Thus, in the interest of brevity only the differences in the right
channel circuitry of the volume control 20 in comparison to the
right channel circuitry of the signal conditioner 14 are described
herein.
[0087] The right channel input terminal 54 connects to attenuator
circuitry shown as 120. The attenuator comprises a 100 k..OMEGA..
resistor R50 in series in with the input signal. Alternatively, an
attenuator bypass switch 122, in parallel with the resistor R50,
provides means for bypassing the attenuator to maintain the signal
at its fullest magnitude. Thus, depending on the position of the
switch 122, the 100 k..OMEGA.. resistor R50 may be bypassed with a
short or placed in series with the input signal. For example, if
the volume control 20 were to be directly connected to a line level
source (unamplified), the resistor R50 may be bypassed via switch
122 so as to not decrease the signal strength to too low a
level.
[0088] A jumper 124 connects opposite the attenuator 120 to a
ribbon wire 126. The ribbon wire connects at the front of the board
to an input jumper 128. The input jumper 128 connects to a 10
k..OMEGA.. variable resistor RP4. The 10 k..OMEGA.. resistor RP4
adjusts the magnitude of the signal presented to the right channel
amplifier circuitry, thereby controlling the magnitude of the
signal exiting the volume control 20 and the volume of the sound at
the right speaker 42. The variable resistor RP4 is controlled by a
user adjustable device such as the rotatable stem 86 shown on FIG.
2. Moving to FIG. 6B, the same circuitry described above for the
signal conditioner 14 connects to resistor RP4. It is an advantage
of the present invention that both the variable resistors which
control right and left channel power amplification, i.e. volume,
are located on the master board 141, as shown in FIG. 6A, which
decreases manufacturing costs and increases reliability. As shown
in FIG. 4C, a single control, dual track potentiometer controls the
right channel variable resistor and the left channel variable
resistor in unison. Alternatively, separate controls for each of
the right and left channel could be provided to achieve balance
control between the right and left channel.

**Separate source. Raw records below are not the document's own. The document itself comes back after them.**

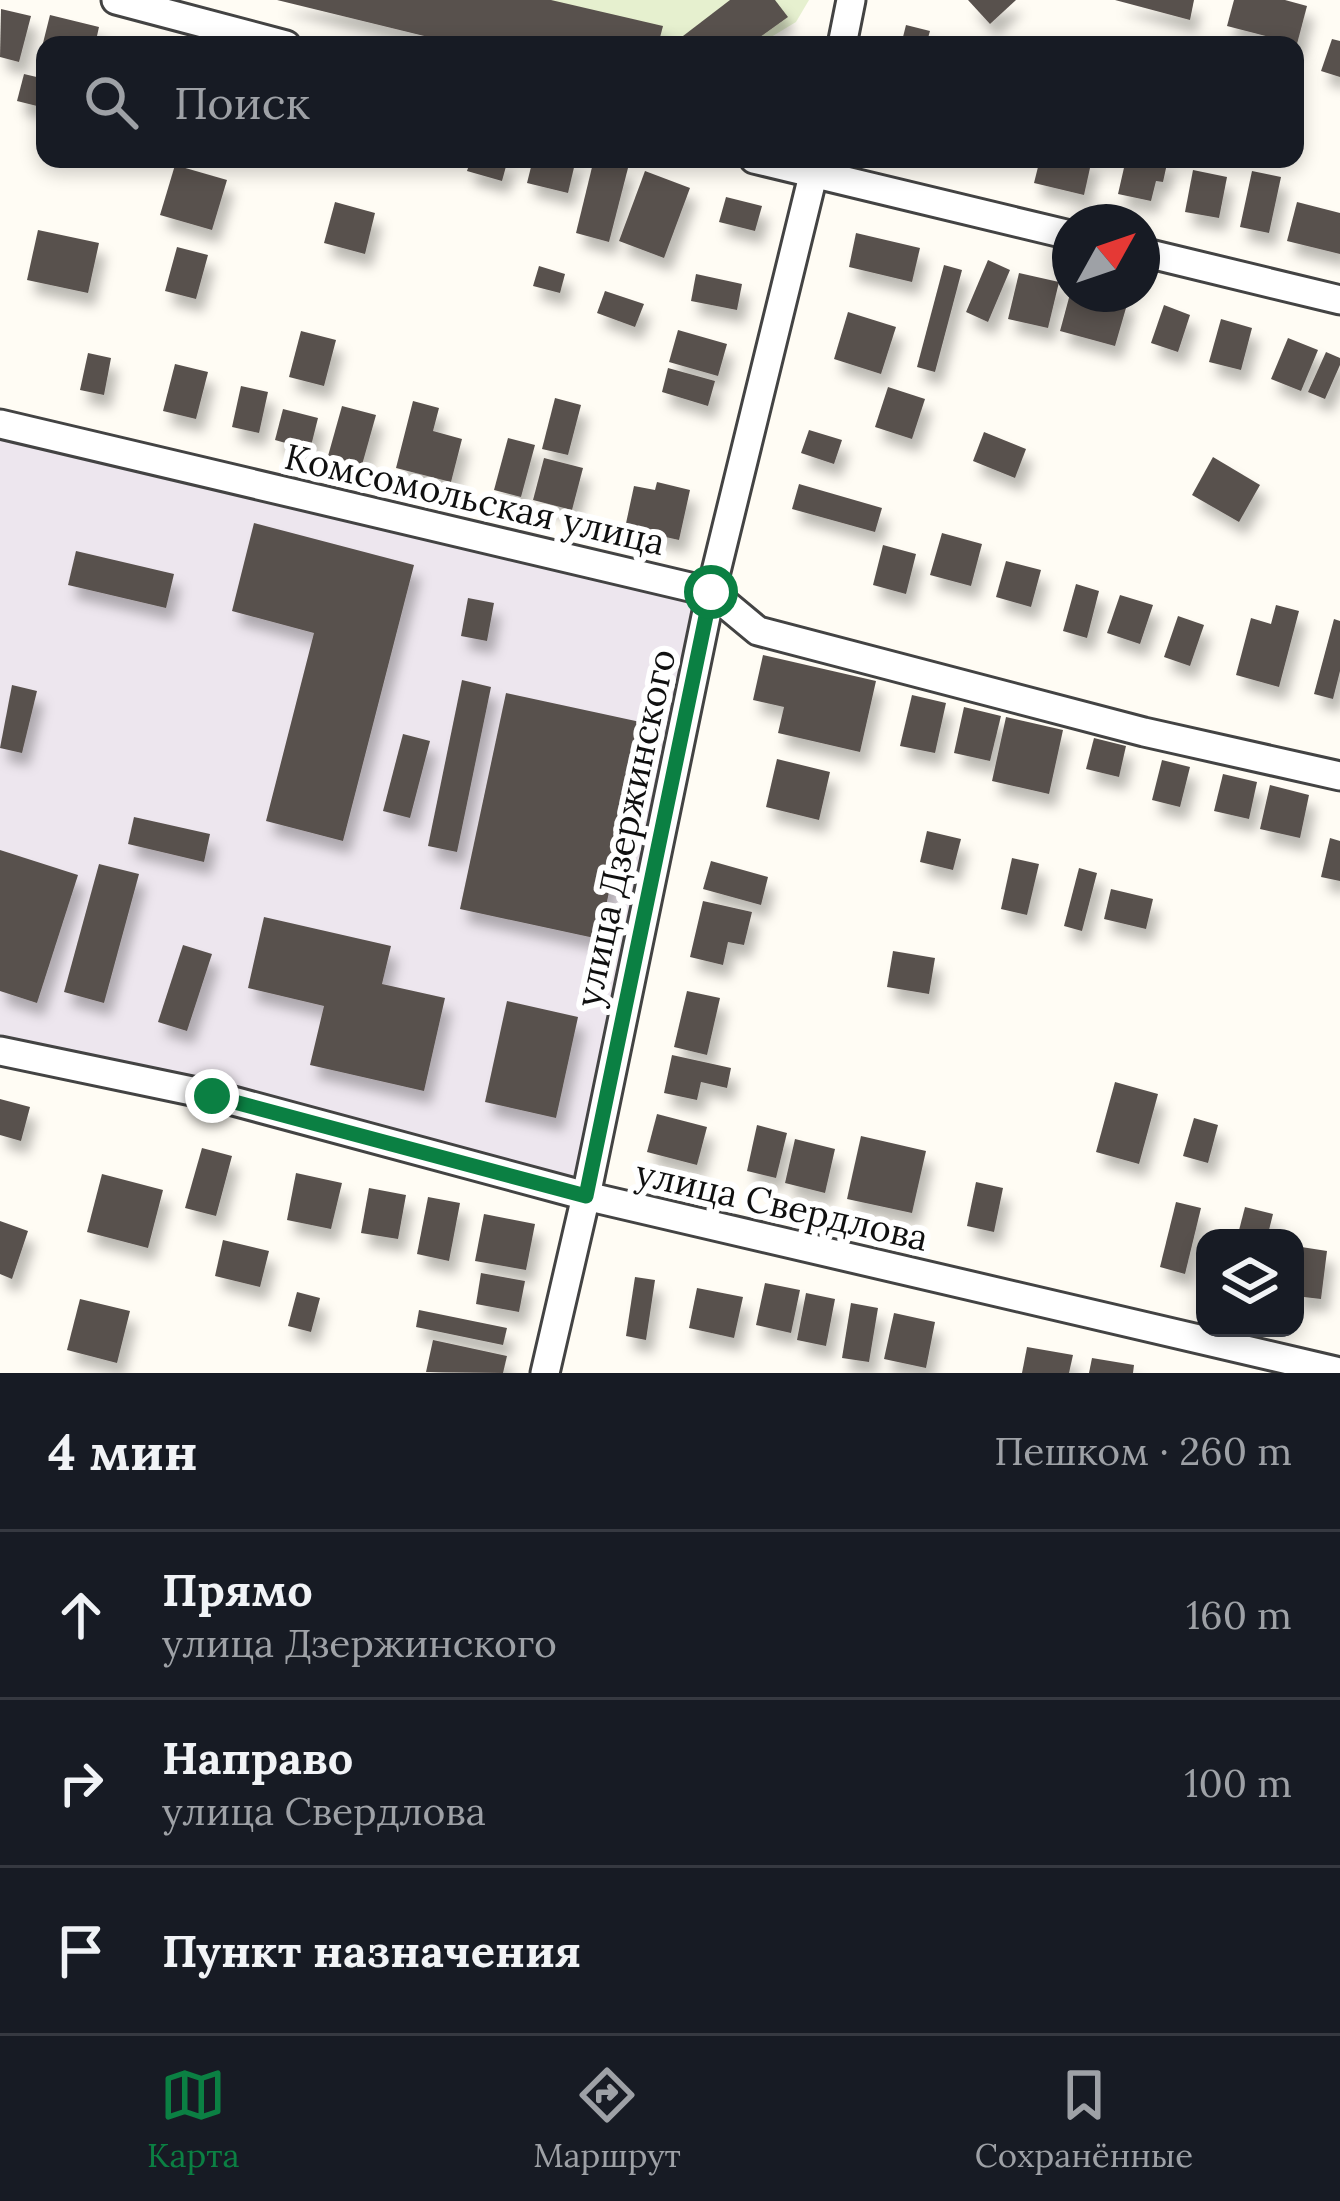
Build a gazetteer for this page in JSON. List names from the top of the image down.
{
  "streets": {
    "street": ["Комсомольская улица", "улица Дзержинского", "улица Свердлова"]
  },
  "crossings": [
    ["Комсомольская улица", "улица Дзержинского"],
    ["улица Дзержинского", "улица Свердлова"]
  ],
  "north": "top right",
  "page": {
    "search": "Поиск",
    "heading": ["4 мин", "Пешком · 260 m"],
    "list": [
      ["Прямо", "улица Дзержинского", "160 m"],
      ["Направо", "улица Свердлова", "100 m"],
      "Пункт назначения"
    ],
    "nav": ["Карта", "Маршрут", "Сохранённые"]
  }
}
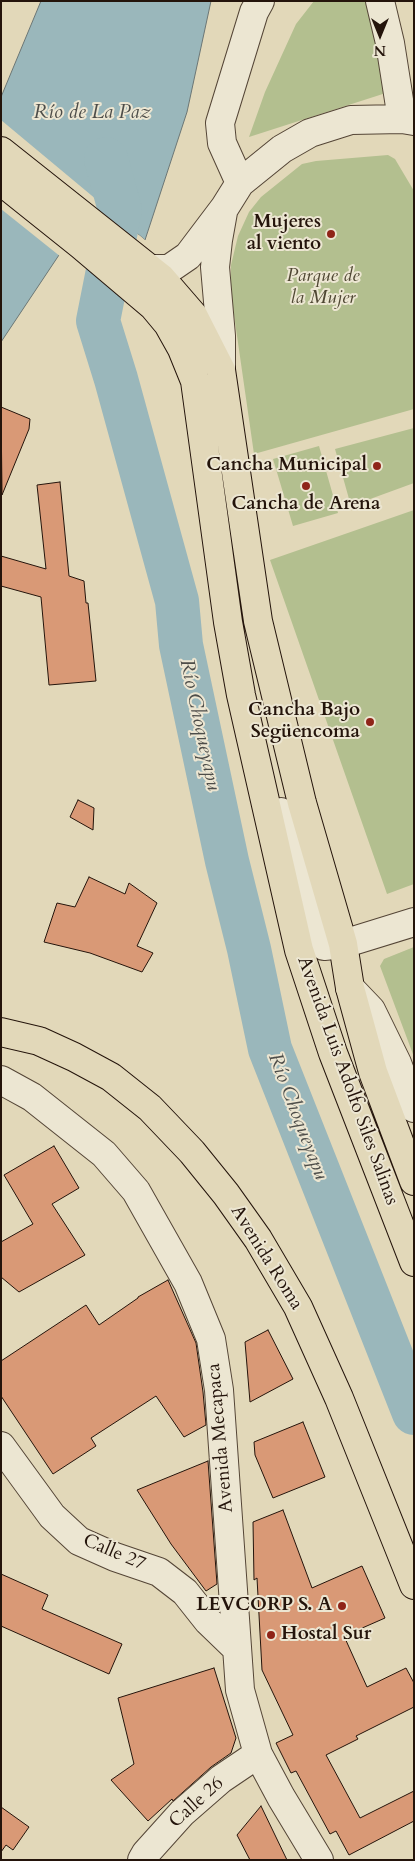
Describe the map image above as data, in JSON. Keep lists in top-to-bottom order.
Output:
{
  "streets": {
    "main road": ["Avenida Luis Adolfo Siles Salinas", "Avenida Roma"],
    "street": ["Avenida Mecapaca", "Calle 27", "Calle 26"]
  },
  "crossings": [
    ["Avenida Mecapaca", "Calle 27"],
    ["Avenida Mecapaca", "Calle 26"]
  ],
  "water": ["Río de La Paz", "Río Choqueyapu"],
  "parks": ["Parque de la Mujer"],
  "places": [
    "Mujeres al viento",
    "Cancha Municipal",
    "Cancha de Arena",
    "Cancha Bajo Següencoma",
    "LEVCORP S. A",
    "Hostal Sur"
  ],
  "north": "bottom"
}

[0089] The left channel output connects to the speaker connector
block 28 through 1000 uF capacitor C12. The right channel line
connects to the right channel speaker output terminal 34. Ground 12
connects to the right channel ground terminal 36. The right speaker
42 connects to the output connector block 28 via a two conductor
right speaker line 48 as shown in FIG. 1.
[0090] System Operation
[0091] FIG. 5A is a schematic block diagram of the powered volume
control described above. FIG. 5B shows corresponding relative
signal voltage levels which occur during typical operation of this
preferred embodiment. To operate the system, the audio source 6 (in
this case a tape output) and the power supply 16 must first be
energized, thereby enabling the power supply to provide current to
the signal conditioner 14 and the volume control 20. The audio
source 6 provides an audio signal at a voltage level commonly known
as "tape out" level. The tape out level is a common output voltage
level in the audio industry and most audio equipment is capable of
producing a signal at a tape out level. The level of the signal
from the audio source 6 is approximately 1 volt AC as shown at
section 182 of the signal voltage graph 180. Note that the graph
180 shows the relative, not actual voltage level, of the audio
signal at each section within the system.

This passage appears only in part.